Title: Evolution of Digital Agriculture Source: Accenture
Core market dynamics – the opportunity
Farming is high risk as outcomes are dependent on unpredictable weather and other external factors. Cost-conscious farmers assess cost rewards carefully and the level of investment required for insurance has left many uninsured. This is a big challenge for smallholder farmers as a single disaster can wipe them out. New technologies are presenting new insurance value propositions, however.
Farmers, governments and industry players are—often in new partnerships—harnessing digital technologies to develop innovative new intelligent solutions that address risk factors more directly, dynamically and affordably.
In agriculture, there’s opportunity in a few key areas of digitization:
- Job-cycle and in-field decision support, including automated equipment integration for advanced farmers.
- Reaching millions of smallholder farmers to improve agronomic practices and increase access to finance.
- Supply and demand intermediation to support sustainability and in-spec production standards (certified agriculture).
As part of the ecosystems providing these solutions, insurers can begin to provide agri-insurance that is tailored to farmers’ very specific needs. Informed by big and realtime data, the farmer and the insurer can adapt their cover dynamically based on changing risk and the actions taken by the insured to mitigate that risk.

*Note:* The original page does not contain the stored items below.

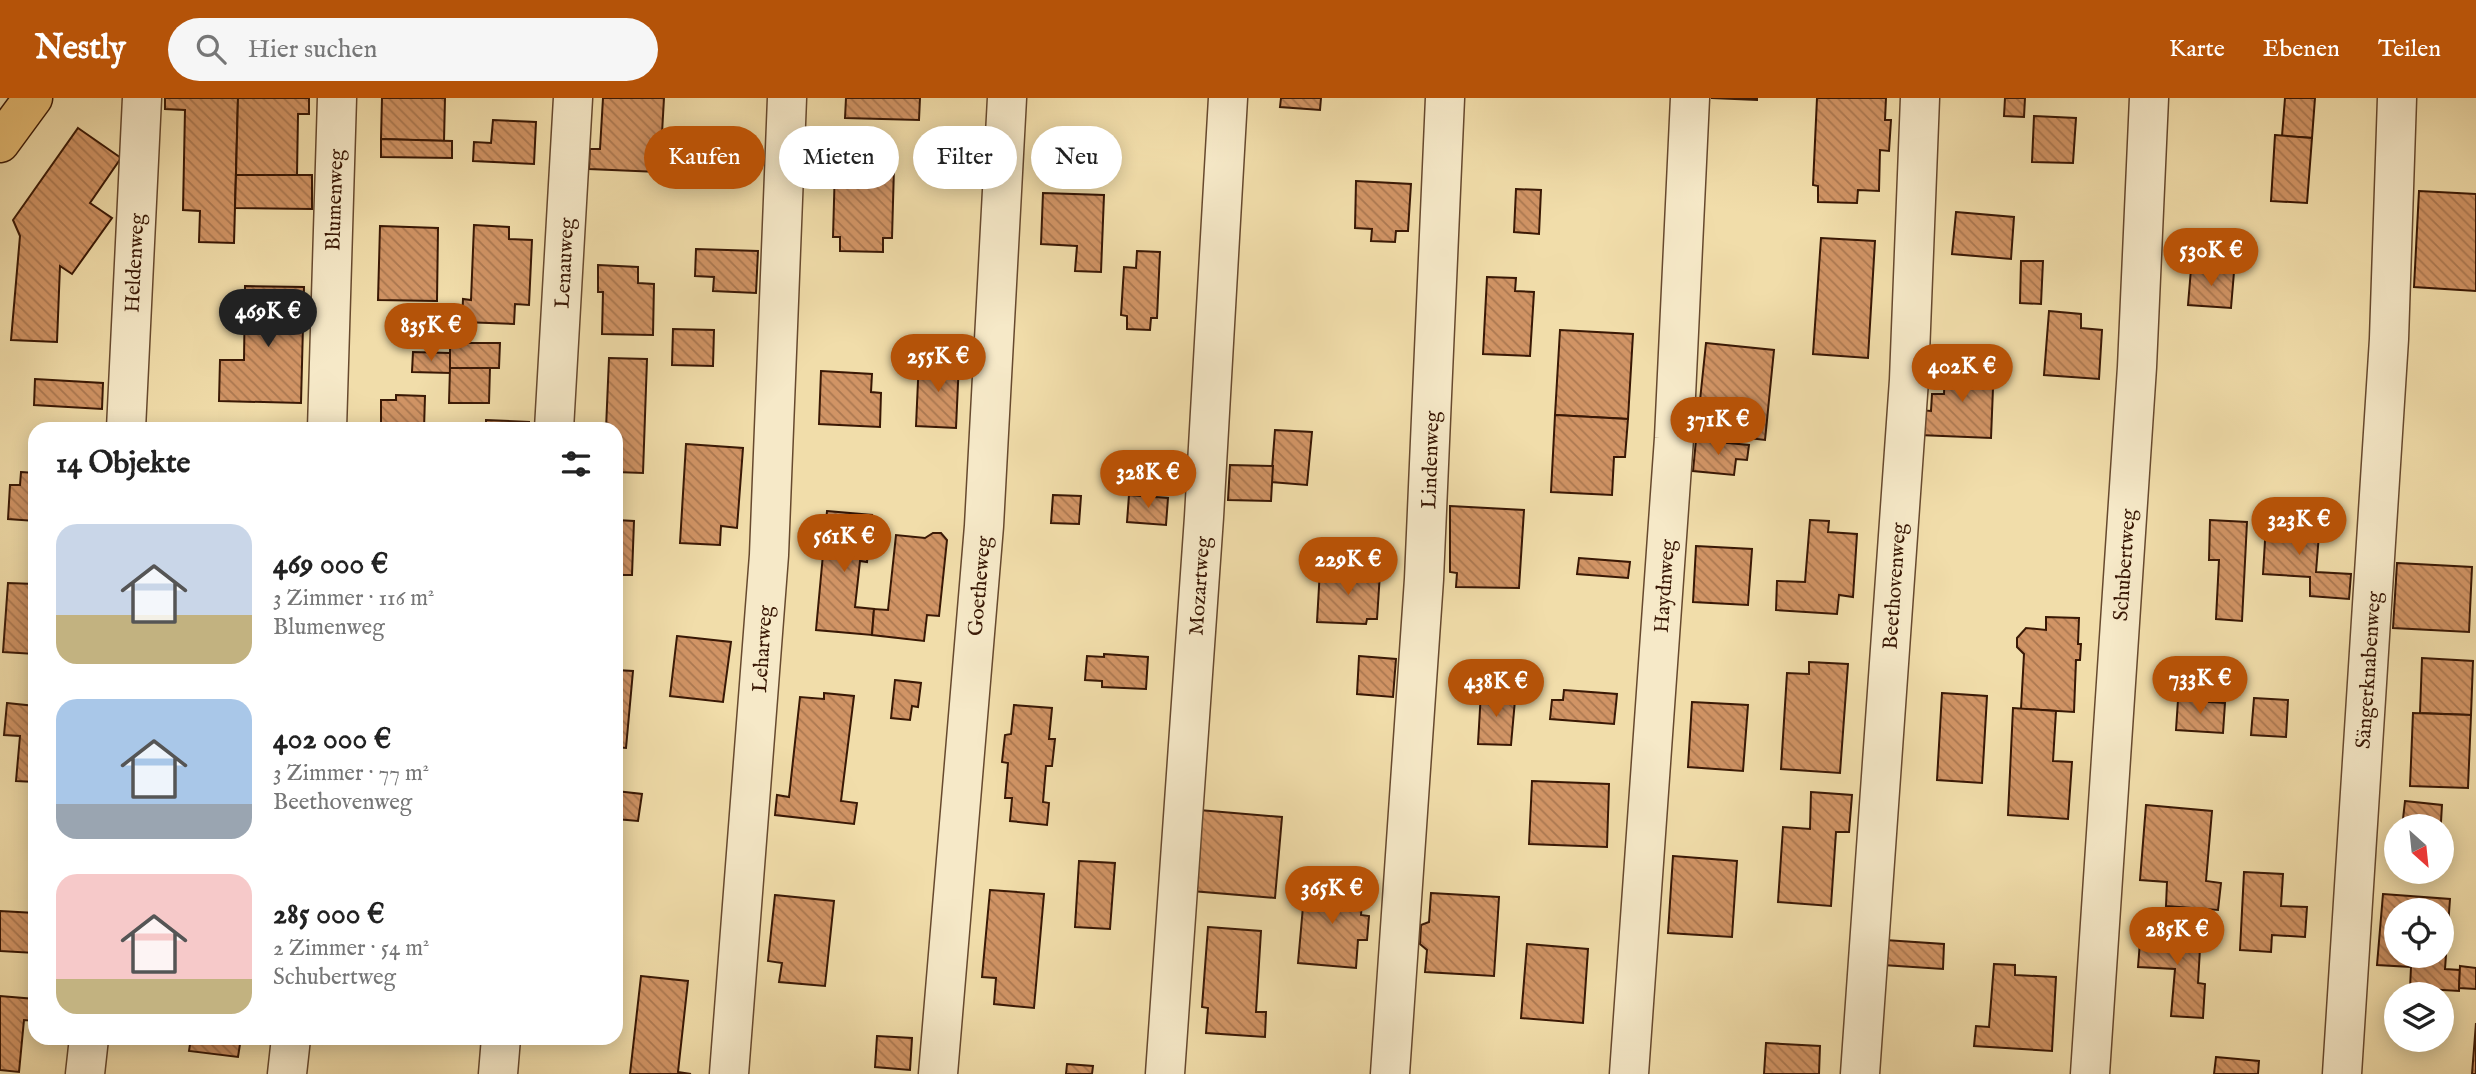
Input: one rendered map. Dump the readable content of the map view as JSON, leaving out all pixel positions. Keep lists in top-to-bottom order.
{
  "streets": {
    "street": [
      "Blumenweg",
      "Heldenweg",
      "Lenauweg",
      "Lindenweg",
      "Schubertweg",
      "Goetheweg",
      "Mozartweg",
      "Haydnweg",
      "Beethovenweg",
      "Leharweg",
      "Sängerknabenweg"
    ]
  },
  "north": "bottom right",
  "page": {
    "header": "Nestly",
    "search": "Hier suchen",
    "nav": ["Karte", "Ebenen", "Teilen"],
    "chip": [
      "Kaufen",
      "Mieten",
      "Filter",
      "Neu"
    ],
    "price": [
      "530K €",
      "469K €",
      "835K €",
      "255K €",
      "402K €",
      "371K €",
      "328K €",
      "323K €",
      "561K €",
      "229K €",
      "733K €",
      "438K €",
      "365K €",
      "285K €"
    ],
    "heading": "14 Objekte",
    "list": [
      {
        "name": "469 000 €",
        "note": "3 Zimmer · 116 m² · Blumenweg"
      },
      {
        "name": "402 000 €",
        "note": "3 Zimmer · 77 m² · Beethovenweg"
      },
      {
        "name": "285 000 €",
        "note": "2 Zimmer · 54 m² · Schubertweg"
      }
    ]
  }
}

In addition, as part of an agri-tech ecosystem, there is great value for the farmer in that everything simply goes faster, from equipment repairs to claims payments (e.g., in case of hail storms), to identifying and addressing epidemics, and receiving warnings.
For market players, the resulting revenue streams from these emerging digital solutions include direct charges to growers for productivity increases, a share of wallet increase through better marketing and product development based on better market and crop production insights, and fees paid by the food chain for certified yields.
New approach required
While no dominant agri-platforms have emerged and the market remains very fragmented, agri-players—including agri-insurers—that want a share of the market for digital-agri solutions will need to take a new approach as solution design and delivery require new capabilities and strategic partnerships.

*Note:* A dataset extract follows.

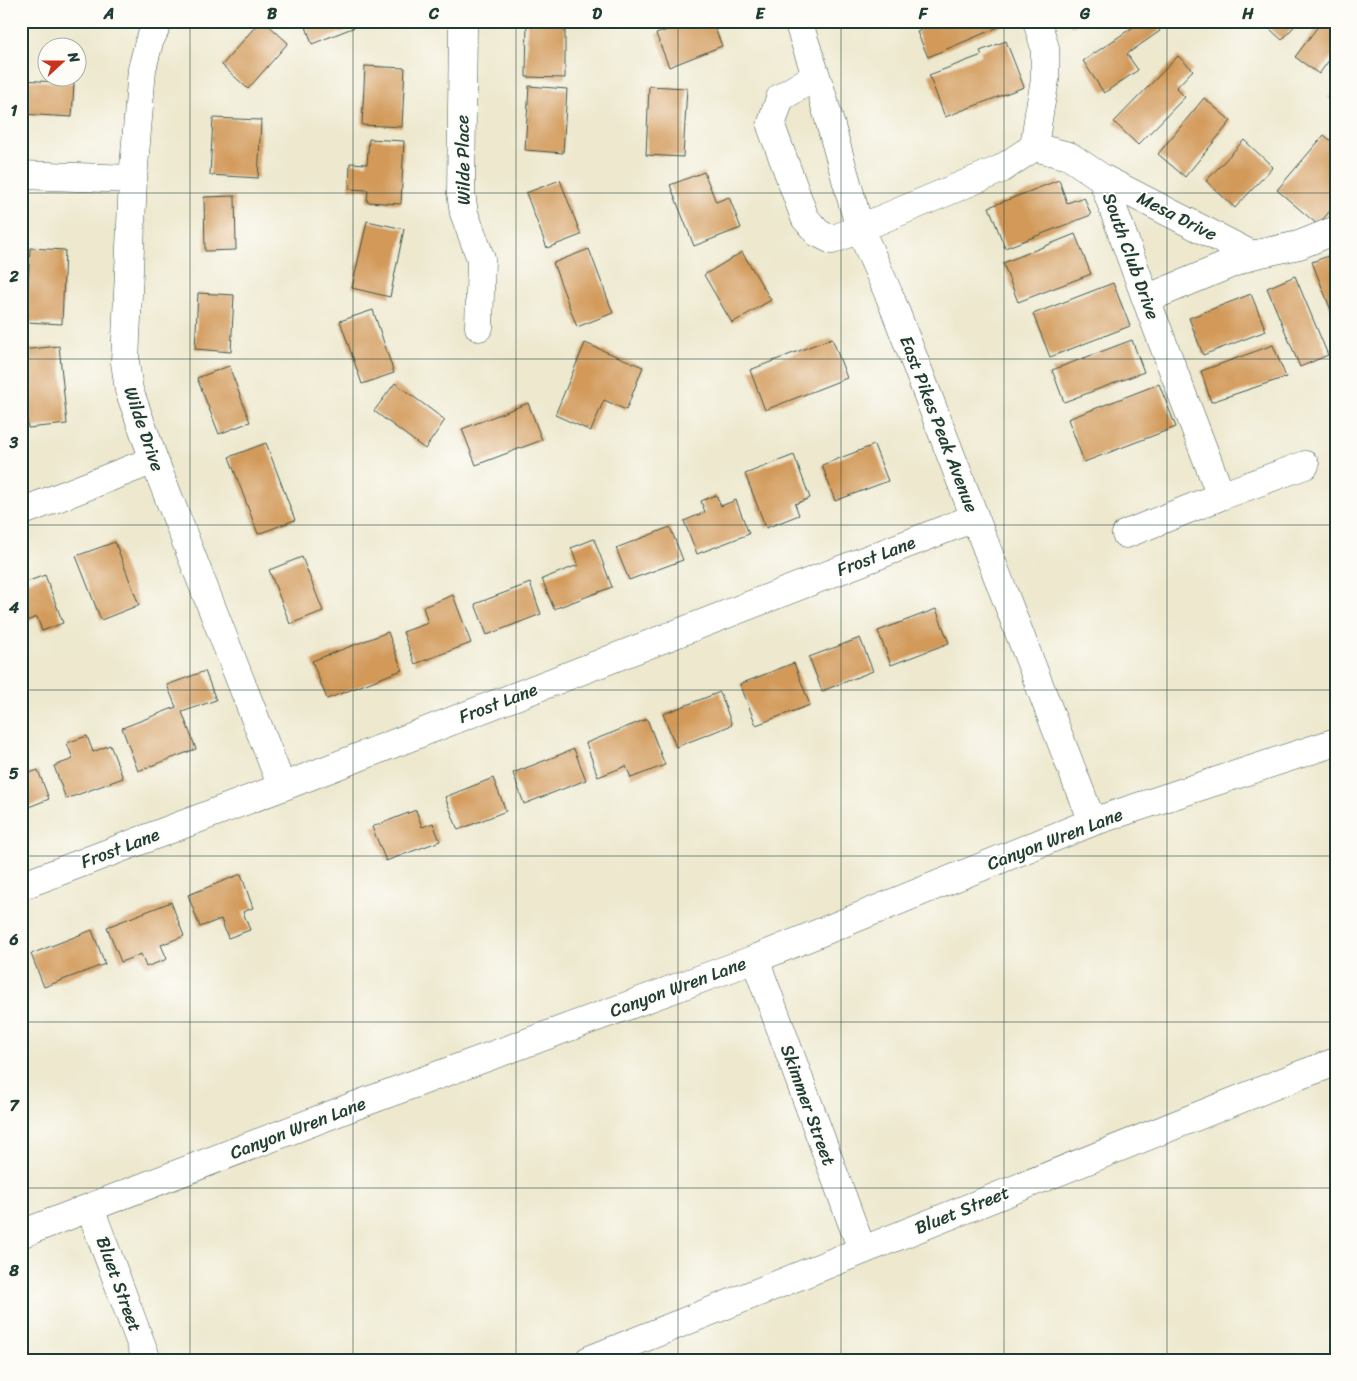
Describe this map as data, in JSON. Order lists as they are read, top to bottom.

Collaboration with leading farming companies will allow insurers to expand their ecosystem – opening up new opportunities.
It benefits all players:
- Insurers gain access to data, increase their relevance in new fields of service, and are able to help decrease under-insurance, increase productivity and decrease risk.
- Farmers gain access to an easy-to-buy insurance service, efficient processes, and guaranteed returns on specific offerings.
- Partners’ acquisition costs are lowered, their customer base is widened, and new distribution channels open up.
The partner ecosystem insurers build will also enable differentiation.